La Porte des Indes – restaurant review

[This venue is now closed]

Some restaurants are good, there are a few that are noteworthy, there are others that have memorable food and more that have striking decor, but it’s rare to find a restaurant that can boast a brace of exceptional attributes. La Porte des Indes is that almost unique establishment, having both gorgeous food and stunning surroundings. After just one year of business the restaurant was nominated for ‘Best Indian Restaurant’ by Carlton London Restaurant Awards and was awarded ‘Best Indian’ and ‘Best UK’ Restaurant by the Good Curry Guide.

But why “La Porte des Indes”? Yes, you are quite right, dear reader, it is French. You might know of The Gateway to India which is a monumental arch in Mumbai, and La Porte des Indes is French for very much the same thing. The restaurant presents dishes from many  regions of India and draws on the culinary heritage of French India in particular.

The Union Territory of Pondicherry includes four enclaves located in three states of South India.
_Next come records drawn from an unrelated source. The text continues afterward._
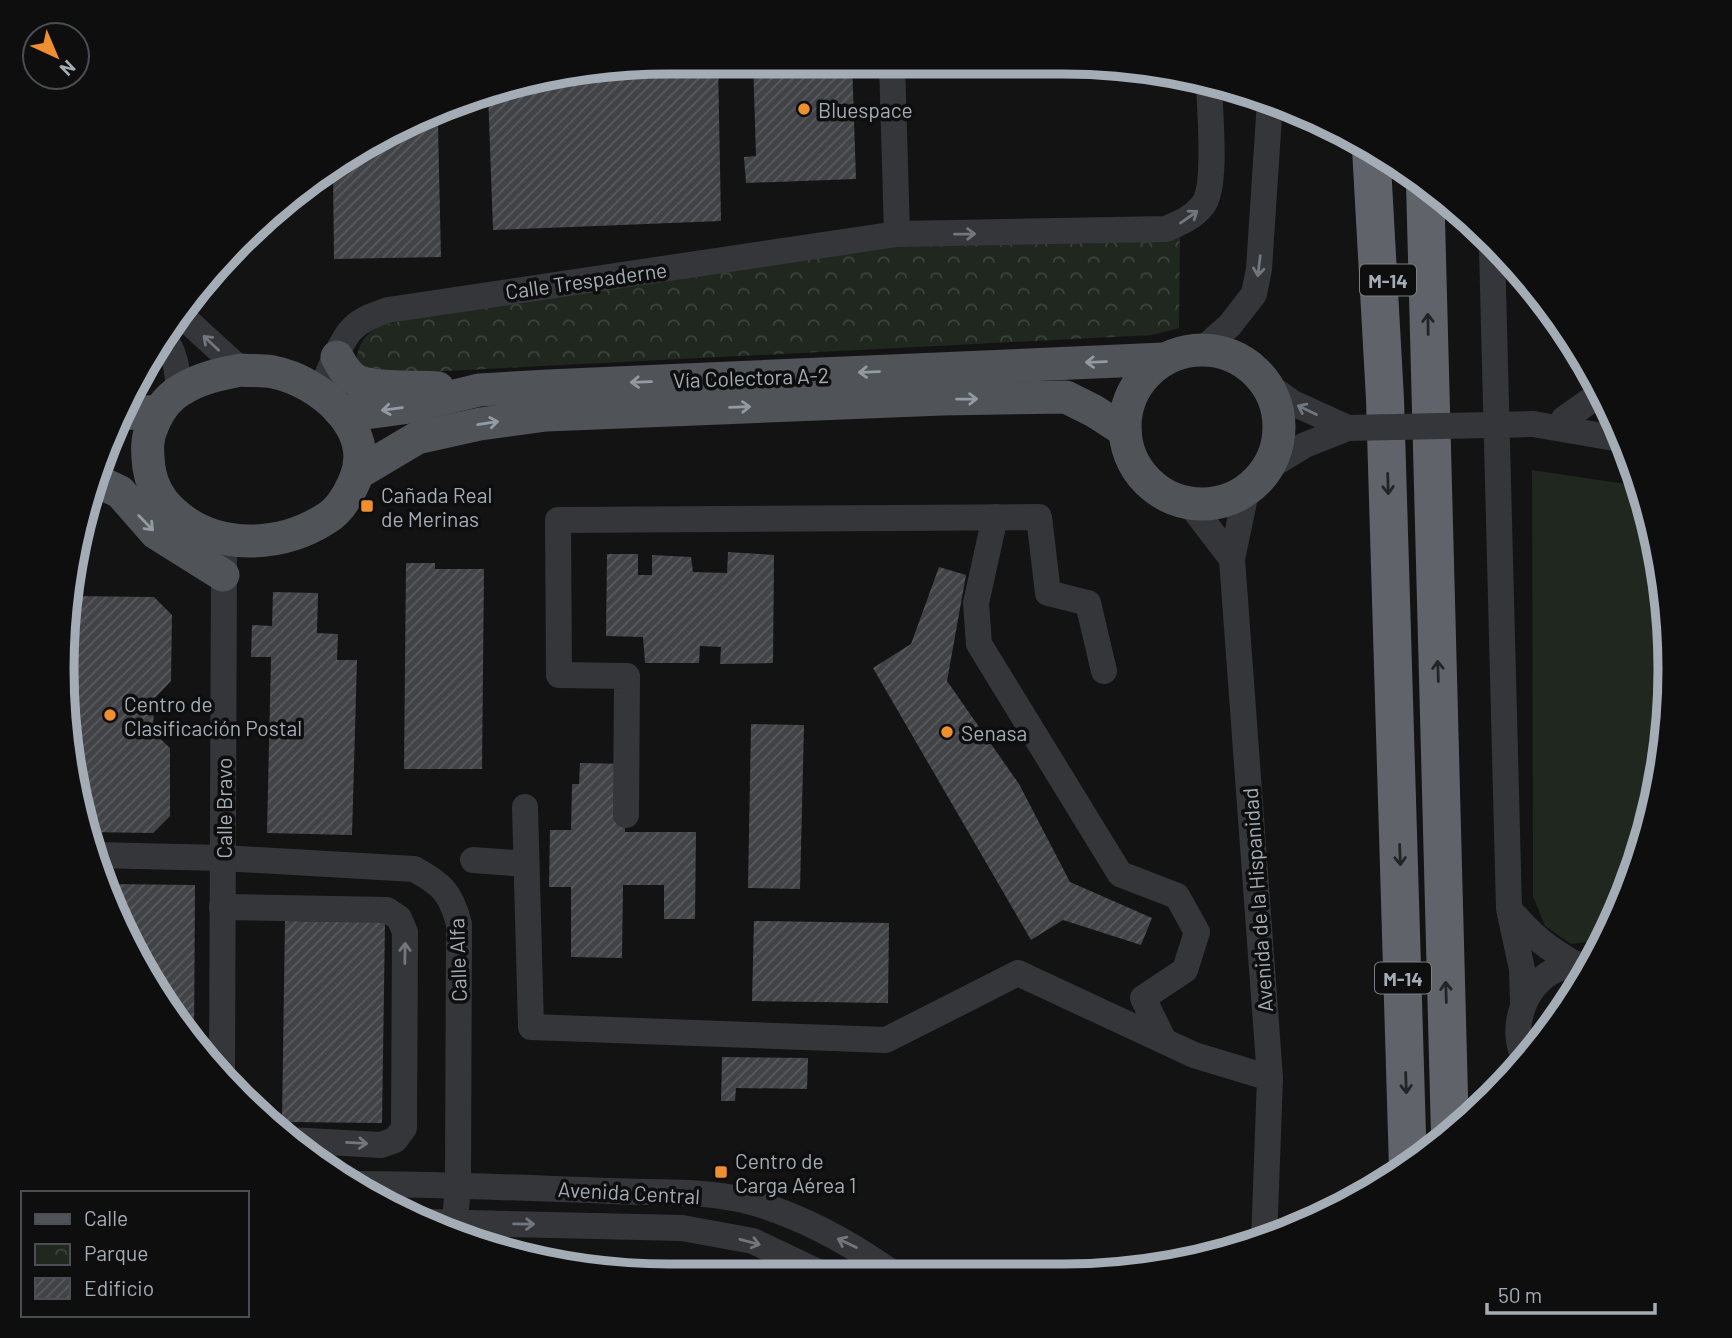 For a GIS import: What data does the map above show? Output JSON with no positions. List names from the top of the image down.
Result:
{
  "streets": {
    "highway": ["M-14"],
    "main road": ["Vía Colectora A-2"],
    "street": [
      "Calle Trespaderne",
      "Calle Bravo",
      "Avenida de la Hispanidad",
      "Calle Alfa",
      "Avenida Central"
    ]
  },
  "crossings": [
    ["Calle Trespaderne", "Vía Colectora A-2"],
    ["Calle Trespaderne", "Calle Bravo"],
    ["Vía Colectora A-2", "Calle Bravo"],
    ["Vía Colectora A-2", "Avenida de la Hispanidad"],
    ["Calle Bravo", "Calle Alfa"],
    ["Calle Alfa", "Avenida Central"]
  ],
  "places": {
    "other": ["Bluespace", "Centro de Clasificación Postal", "Senasa"],
    "transit": ["Cañada Real de Merinas", "Centro de Carga Aérea 1"]
  },
  "legend": ["Calle", "Parque", "Edificio"],
  "scale_bar": "50 m",
  "north": "bottom right"
}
It is also known as The French Riviera of the East (La Côte d’Azur de l’Est) and was considered as part of France from 1814 till 1954, the date at which it joined the rest of the, by now, independent India. The French connection is still evident in accent, food and architecture.

restaurant review la porte des indesI was expecting something a bit special. I had done my homework and was struck by the fact that nobody that I had talked to had anything other than high praise for this establishment. La Porte des Indes remains as an example, in my opinion, of how to get it right. It’s not the cheapest food around but it’s delicious, well presented and the ambiance is truly remarkable.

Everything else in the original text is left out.